## THE PROBLEM
Every line below that holds the string "scale" should be copied.

## GIVEN ENTRIES
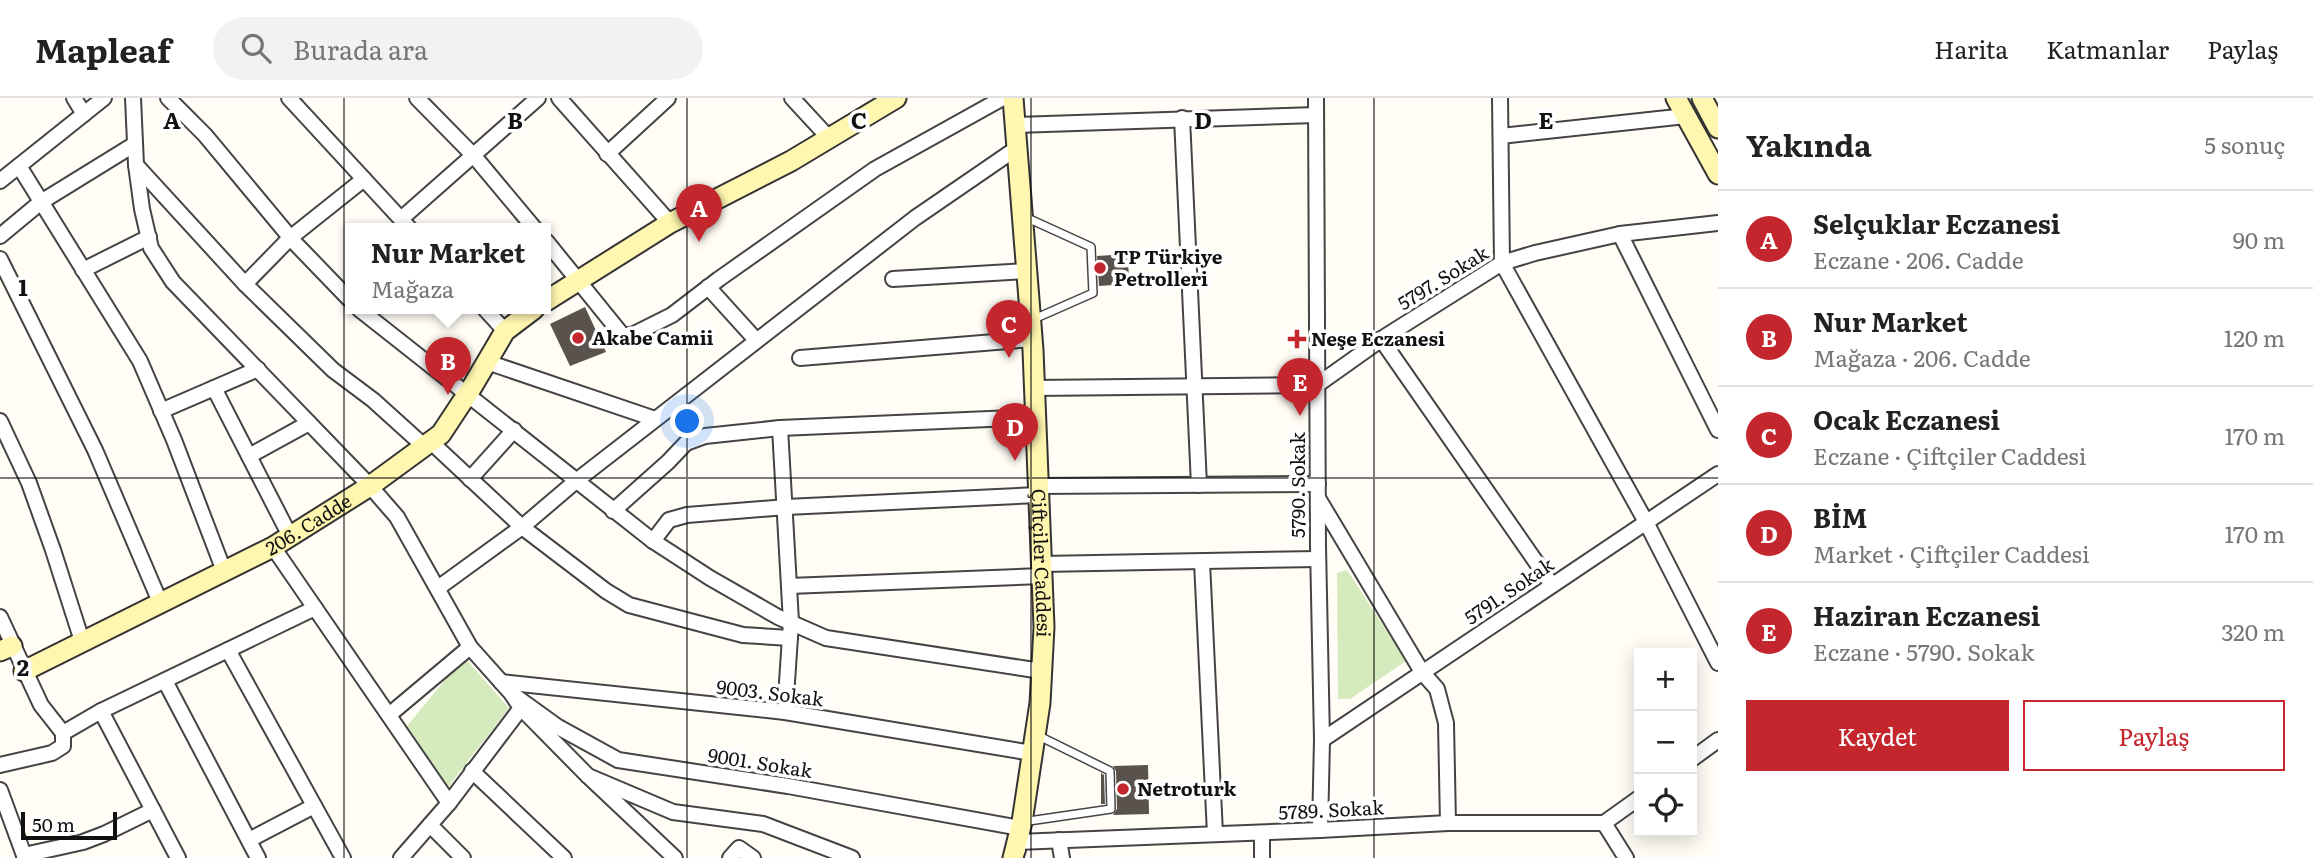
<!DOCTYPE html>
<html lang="tr">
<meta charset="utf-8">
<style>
:root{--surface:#fff;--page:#f2f2f2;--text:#222;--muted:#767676;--line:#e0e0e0;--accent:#c4262e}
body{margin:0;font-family:Literata,serif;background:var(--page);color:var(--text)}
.controls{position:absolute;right:21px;bottom:21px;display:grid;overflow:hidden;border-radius:0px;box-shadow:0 4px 18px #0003}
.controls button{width:63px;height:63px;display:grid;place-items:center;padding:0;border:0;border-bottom:2px solid var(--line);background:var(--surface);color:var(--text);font:35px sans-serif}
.scale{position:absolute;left:21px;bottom:18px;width:96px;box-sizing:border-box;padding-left:7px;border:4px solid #111;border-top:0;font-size:19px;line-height:24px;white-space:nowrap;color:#111;-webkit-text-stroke:5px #fff;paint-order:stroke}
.you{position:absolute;left:688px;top:324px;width:24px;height:24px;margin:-18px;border:5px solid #fff;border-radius:50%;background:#1a73e8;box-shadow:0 0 0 10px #1a73e833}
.badge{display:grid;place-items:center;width:46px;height:46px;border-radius:50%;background:var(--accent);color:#fff;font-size:23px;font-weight:700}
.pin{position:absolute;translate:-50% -58px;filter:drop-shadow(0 2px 4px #0008)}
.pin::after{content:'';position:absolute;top:37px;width:24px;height:21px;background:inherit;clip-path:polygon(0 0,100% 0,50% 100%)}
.popup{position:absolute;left:345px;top:125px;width:206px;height:91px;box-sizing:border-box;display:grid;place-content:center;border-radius:0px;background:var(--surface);filter:drop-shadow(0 2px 5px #0005);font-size:23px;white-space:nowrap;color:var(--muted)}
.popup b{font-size:26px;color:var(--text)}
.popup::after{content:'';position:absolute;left:50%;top:100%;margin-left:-14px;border:14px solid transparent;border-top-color:var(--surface)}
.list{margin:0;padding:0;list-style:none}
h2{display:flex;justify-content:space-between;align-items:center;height:91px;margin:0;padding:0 28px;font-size:30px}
h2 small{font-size:23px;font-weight:400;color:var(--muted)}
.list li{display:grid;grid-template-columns:46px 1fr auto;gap:21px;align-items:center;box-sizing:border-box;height:98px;padding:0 28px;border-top:2px solid var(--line)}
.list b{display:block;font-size:26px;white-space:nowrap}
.list p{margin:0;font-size:23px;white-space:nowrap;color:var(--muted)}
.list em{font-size:23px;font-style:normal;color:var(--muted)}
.actions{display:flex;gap:14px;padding:21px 28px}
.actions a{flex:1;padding:16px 0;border:2px solid var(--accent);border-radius:0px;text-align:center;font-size:24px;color:var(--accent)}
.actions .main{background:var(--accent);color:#fff}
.icon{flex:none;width:38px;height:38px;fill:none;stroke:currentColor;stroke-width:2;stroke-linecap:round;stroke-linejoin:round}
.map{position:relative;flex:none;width:1718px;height:760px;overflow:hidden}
header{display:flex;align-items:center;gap:42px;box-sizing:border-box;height:98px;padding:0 35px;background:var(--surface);border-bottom:2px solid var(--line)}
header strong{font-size:33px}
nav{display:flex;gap:38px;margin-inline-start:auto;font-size:24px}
.search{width:490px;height:63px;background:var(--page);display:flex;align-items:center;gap:18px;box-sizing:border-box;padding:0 24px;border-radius:38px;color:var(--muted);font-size:26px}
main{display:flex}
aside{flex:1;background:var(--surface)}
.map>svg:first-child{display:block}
.green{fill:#d5ebbd}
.building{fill:#5a524d}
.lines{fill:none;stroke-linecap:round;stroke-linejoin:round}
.lane-casing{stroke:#444;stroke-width:10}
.street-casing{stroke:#444;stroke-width:18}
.secondary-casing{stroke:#333;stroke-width:23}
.lane{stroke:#fff;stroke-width:7}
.street{stroke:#fff;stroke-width:14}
.secondary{stroke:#fff6b0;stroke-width:19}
.grid{fill:none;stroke:#111;stroke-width:2;stroke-opacity:0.55}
.poi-dot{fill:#c4262e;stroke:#fff;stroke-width:2.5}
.labels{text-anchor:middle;stroke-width:7;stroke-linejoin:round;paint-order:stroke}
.poi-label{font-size:19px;font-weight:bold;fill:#111;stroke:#fff;text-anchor:start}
.street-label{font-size:19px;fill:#111;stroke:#fff}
.grid-label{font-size:23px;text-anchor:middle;font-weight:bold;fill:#111;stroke:#fff;stroke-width:7;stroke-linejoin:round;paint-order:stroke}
</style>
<header>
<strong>Mapleaf</strong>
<div class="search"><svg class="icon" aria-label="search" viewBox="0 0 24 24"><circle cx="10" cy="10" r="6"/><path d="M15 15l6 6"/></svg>Burada ara</div>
<nav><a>Harita</a><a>Katmanlar</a><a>Paylaş</a></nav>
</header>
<main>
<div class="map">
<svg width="1718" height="760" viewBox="0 0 1718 760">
<rect width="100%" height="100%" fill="#fffdf5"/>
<g class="green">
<path d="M1347,472L1406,563L1350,601H1338L1337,475Z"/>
<path d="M464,559L509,610L448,689L407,628Z"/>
</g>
<g class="building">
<path d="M1128,156L1129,186L1099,188L1097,158Z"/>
<path d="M585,209L606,254L570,268L550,226Z"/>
<path d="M1148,667L1149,716L1113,717L1117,711L1116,673L1113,668Z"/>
<path d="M1101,675L1104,677L1105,706H1101Z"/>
</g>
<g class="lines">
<defs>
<g id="lane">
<path d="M1023,118L1091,149L1093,195L1034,221"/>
<path d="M1022,724L1111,711L1110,673L1037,637"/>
</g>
<g id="street">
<path d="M74,0L84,16"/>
<path d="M133,0L136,67L142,111L151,150L173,184L370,388L397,419L470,549L511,595L521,610L449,705L401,760"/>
<path d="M168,0L205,37L294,144L350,202"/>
<path d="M289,0L410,131"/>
<path d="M417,0L474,58L535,131"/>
<path d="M559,0L670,125"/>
<path d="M792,0L829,40"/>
<path d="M1316,0L1318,448L1322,642L1320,732"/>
<path d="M1500,0L1502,165L1646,424L1718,565"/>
<path d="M1182,20L1199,387"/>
<path d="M1015,27L1316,17"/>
<path d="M1501,38L1686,18"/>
<path d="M607,56L668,0"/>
<path d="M136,67L245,186L333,272L373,302L425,349"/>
<path d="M19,68L140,263L174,342L224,473"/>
<path d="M0,83L104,0"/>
<path d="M401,121L538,0"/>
<path d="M1620,136L1718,332"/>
<path d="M0,138L41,104L135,46"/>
<path d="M546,143L623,238L634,236L672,217L719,181L875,71L1003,0"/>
<path d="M0,161L95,352L160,504"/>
<path d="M83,172L149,139"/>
<path d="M893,181L1027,173"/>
<path d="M245,186L290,140L364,81"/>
<path d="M708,189L756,242"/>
<path d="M359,211L653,443L710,480L778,519L826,540L1041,573"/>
<path d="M485,211L505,233"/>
<path d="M1381,241L1552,487"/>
<path d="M800,260L1032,241"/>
<path d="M487,264L655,321"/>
<path d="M214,290L290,438"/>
<path d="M1034,290L1317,287L1386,238L1502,165L1535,155L1620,136L1718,125"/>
<path d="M161,313L258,271"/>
<path d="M0,323L29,385L53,452L82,543"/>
<path d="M780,330L791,524L785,614"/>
<path d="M431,344L522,429L606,493L629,507L743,537L790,540"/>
<path d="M249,358L309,325"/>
<path d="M470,381L514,332"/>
<path d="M1038,388L1318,386"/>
<path d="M1318,400L1422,574L1437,591L1446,625L1448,725"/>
<path d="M613,413L668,364L686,345L705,338L780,330L1036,319"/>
<path d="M653,443L669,422L687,417L786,409L1039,397"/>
<path d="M273,449L449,705"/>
<path d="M1202,464L1215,736"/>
<path d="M1041,466L1318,461"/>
<path d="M789,488L1042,478"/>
<path d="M438,490L522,429L576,383L915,120L1017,50"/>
<path d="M0,519L41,607L63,635V648L52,655L0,667"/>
<path d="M228,552L343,760"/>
<path d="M165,583L258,760"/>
<path d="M501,584L785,614L1032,655"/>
<path d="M515,598L558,629L618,662L788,688L1020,730"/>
<path d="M522,611L588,678L675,760"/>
<path d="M101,613L178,760"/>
<path d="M389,617L470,549"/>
<path d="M63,635L101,613L315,510"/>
<path d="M1322,642L1718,376"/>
<path d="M1692,661L1718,642"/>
<path d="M472,673L564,760"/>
<path d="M588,678L673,714L763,726L852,760"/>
<path d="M0,692L25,760"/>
<path d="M1604,725L1626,760"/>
<path d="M430,727L463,760"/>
<path d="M1262,735V760"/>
<path d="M249,742L314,708"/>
<path d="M1059,742L1062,760"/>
<path d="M1018,752L1017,744L1320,732L1448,725H1604L1639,700"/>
<path d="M24,757L83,744L104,736L153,712"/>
<path d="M730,760L739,750L753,760"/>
</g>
<g id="secondary">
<path id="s1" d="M1013,0L1033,252L1044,529L1040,605L1022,724L1013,760"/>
<path d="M1676,0L1718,76"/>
<path d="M1702,0L1718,30"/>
<path d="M546,203L670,125L791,63L896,0"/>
<path d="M0,553L12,548"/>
<path id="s2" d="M24,573L273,449L370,388L441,336L472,289L505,233L534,211"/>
</g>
</defs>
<use href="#lane" class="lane-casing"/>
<use href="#street" class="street-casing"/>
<use href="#secondary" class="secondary-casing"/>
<use href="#lane" class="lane"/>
<use href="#street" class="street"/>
<use href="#secondary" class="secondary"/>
</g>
<path class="grid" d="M344,0V760M687,0V760M1031,0V760M1374,0V760M0,380H1718"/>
<g class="poi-dot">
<circle cx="1100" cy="170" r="7"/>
<circle cx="578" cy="240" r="7"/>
<path d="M1293.5 230.5h7v7h7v7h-7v7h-7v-7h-7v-7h7z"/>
<circle cx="1123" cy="691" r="7"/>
</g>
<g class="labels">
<g class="poi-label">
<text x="1114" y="166">TP Türkiye<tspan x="1114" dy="22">Petrolleri</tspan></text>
<text x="592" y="247">Akabe Camii</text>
<text x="1311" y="248">Neşe Eczanesi</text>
<text x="1137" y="698">Netroturk</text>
</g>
<g class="street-label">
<text transform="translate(1443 180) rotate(-32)" y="7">5797. Sokak</text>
<text transform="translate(1298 387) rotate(-90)" y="7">5790. Sokak</text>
<text dy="7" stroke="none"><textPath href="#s2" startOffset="320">206. Cadde</textPath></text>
<text dy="7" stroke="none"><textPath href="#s1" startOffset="466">Çiftçiler Caddesi</textPath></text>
<text transform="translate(1509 493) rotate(-34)" y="7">5791. Sokak</text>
<text transform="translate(770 595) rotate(7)" y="7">9003. Sokak</text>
<text transform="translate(760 665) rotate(9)" y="7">9001. Sokak</text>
<text transform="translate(1331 712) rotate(-3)" y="7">5789. Sokak</text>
</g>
</g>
<g class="grid-label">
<text x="172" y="31">A</text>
<text x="515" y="31">B</text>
<text x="859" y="31">C</text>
<text x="1203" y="31">D</text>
<text x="1546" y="31">E</text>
<text x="23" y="198">1</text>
<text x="23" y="578">2</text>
</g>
</svg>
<div class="controls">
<button>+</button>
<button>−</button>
<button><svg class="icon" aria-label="locate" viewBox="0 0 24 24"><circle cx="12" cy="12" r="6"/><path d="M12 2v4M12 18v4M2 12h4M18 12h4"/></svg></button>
</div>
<div class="scale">50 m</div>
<div class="you"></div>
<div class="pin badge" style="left:699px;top:144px">A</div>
<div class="pin badge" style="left:448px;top:297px">B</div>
<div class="popup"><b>Nur Market</b>Mağaza</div>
<div class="pin badge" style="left:1009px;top:260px">C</div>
<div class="pin badge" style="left:1015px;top:363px">D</div>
<div class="pin badge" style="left:1300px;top:318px">E</div>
</div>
<aside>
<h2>Yakında<small>5 sonuç</small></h2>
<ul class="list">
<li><span class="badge">A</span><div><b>Selçuklar Eczanesi</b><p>Eczane · 206. Cadde</p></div><em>90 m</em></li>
<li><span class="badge">B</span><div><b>Nur Market</b><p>Mağaza · 206. Cadde</p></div><em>120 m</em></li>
<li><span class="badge">C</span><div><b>Ocak Eczanesi</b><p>Eczane · Çiftçiler Caddesi</p></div><em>170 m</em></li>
<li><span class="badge">D</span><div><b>BİM</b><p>Market · Çiftçiler Caddesi</p></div><em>170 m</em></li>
<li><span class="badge">E</span><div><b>Haziran Eczanesi</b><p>Eczane · 5790. Sokak</p></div><em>320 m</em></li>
</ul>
<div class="actions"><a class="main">Kaydet</a><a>Paylaş</a></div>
</aside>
</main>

## THE COMPLETED TASK
.scale{position:absolute;left:21px;bottom:18px;width:96px;box-sizing:border-box;padding-left:7px;border:4px solid #111;border-top:0;font-size:19px;line-height:24px;white-space:nowrap;color:#111;-webkit-text-stroke:5px #fff;paint-order:stroke}
<div class="scale">50 m</div>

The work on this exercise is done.